* Description of the task:
If a line below contains "name", count it; then state how many such lines there are, and nothing else.

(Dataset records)
************

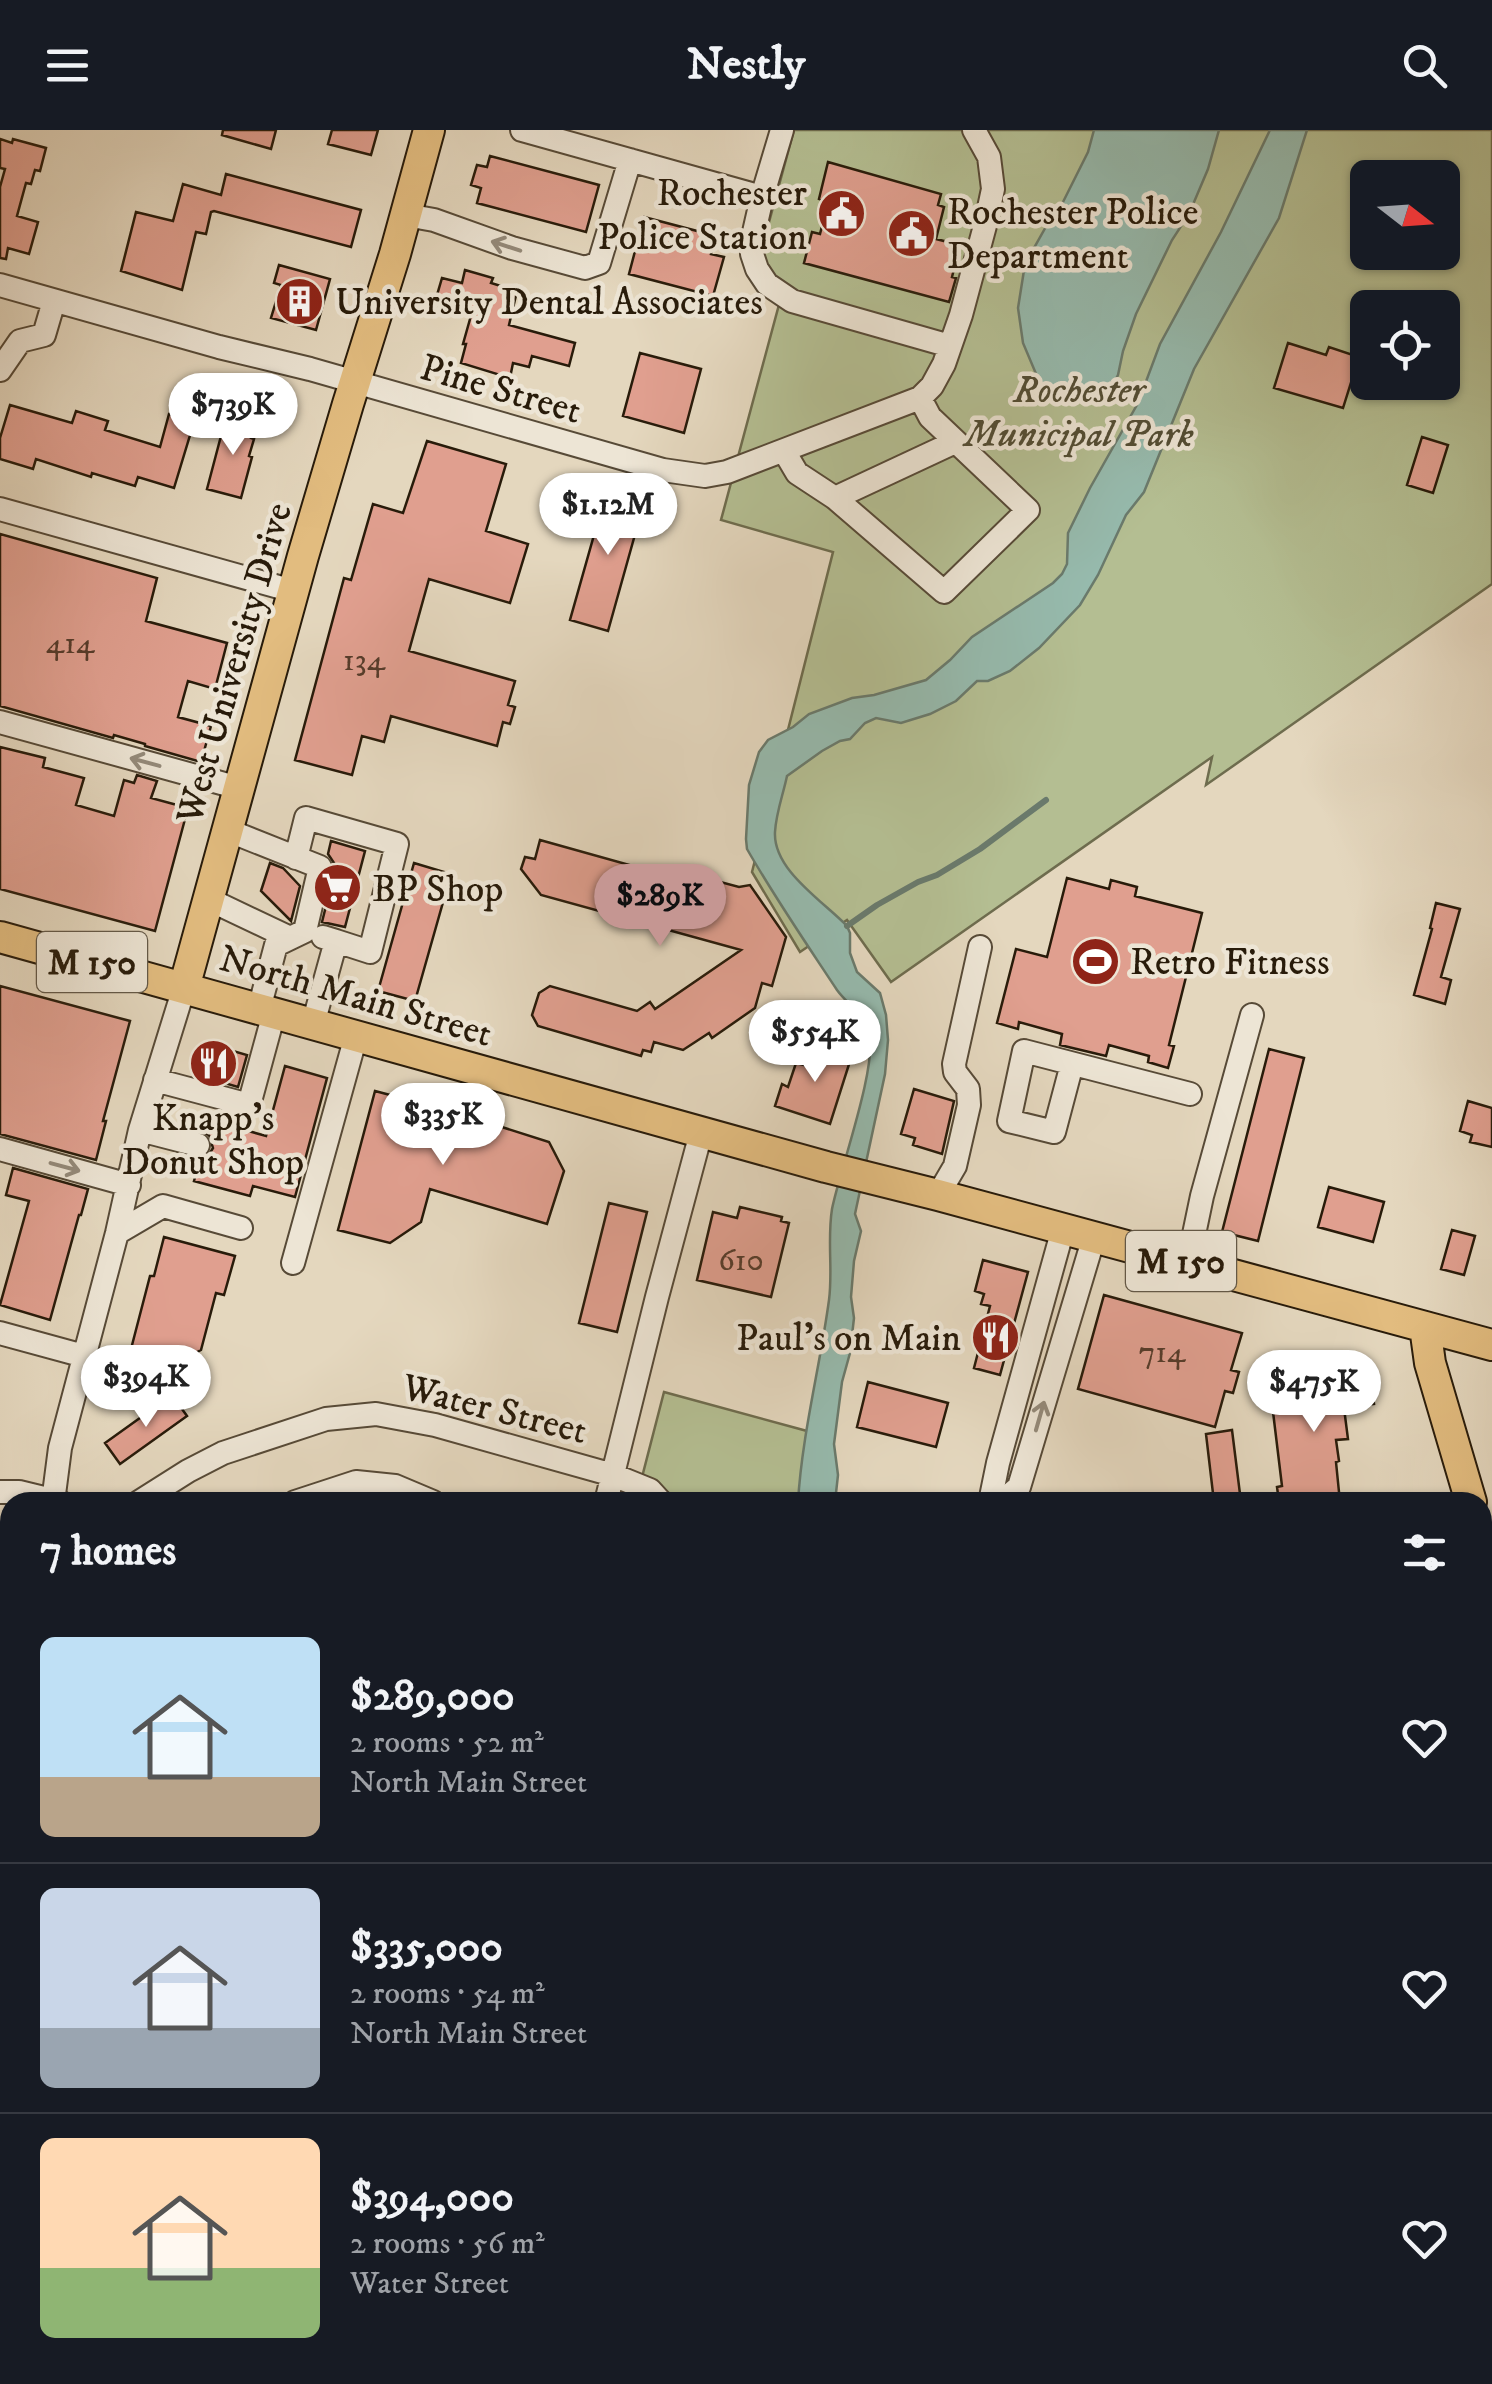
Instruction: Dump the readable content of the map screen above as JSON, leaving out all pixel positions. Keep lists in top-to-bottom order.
{
  "streets": {
    "main road": ["West University Drive", "M 150", "North Main Street"],
    "street": ["Pine Street", "Water Street"]
  },
  "crossings": [
    ["Pine Street", "West University Drive"],
    ["West University Drive", "M 150"],
    ["West University Drive", "North Main Street"],
    ["M 150", "North Main Street"]
  ],
  "parks": ["Rochester Municipal Park"],
  "places": {
    "public building": ["Rochester Police Station", "Rochester Police Department"],
    "building": ["University Dental Associates"],
    "supermarket": ["BP Shop"],
    "sports": ["Retro Fitness"],
    "restaurant": ["Knapp's Donut Shop", "Paul's on Main"]
  },
  "house_numbers": [
    "414",
    "134",
    "610",
    "714"
  ],
  "north": "right",
  "page": {
    "header": "Nestly",
    "price": [
      "$739K",
      "$1.12M",
      "$289K",
      "$554K",
      "$335K",
      "$394K",
      "$475K"
    ],
    "heading": "7 homes",
    "list": [
      {
        "name": "$289,000",
        "note": "2 rooms · 52 m² · North Main Street"
      },
      {
        "name": "$335,000",
        "note": "2 rooms · 54 m² · North Main Street"
      },
      {
        "name": "$394,000",
        "note": "2 rooms · 56 m² · Water Street"
      }
    ]
  }
}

************

* Response to this exercise:
3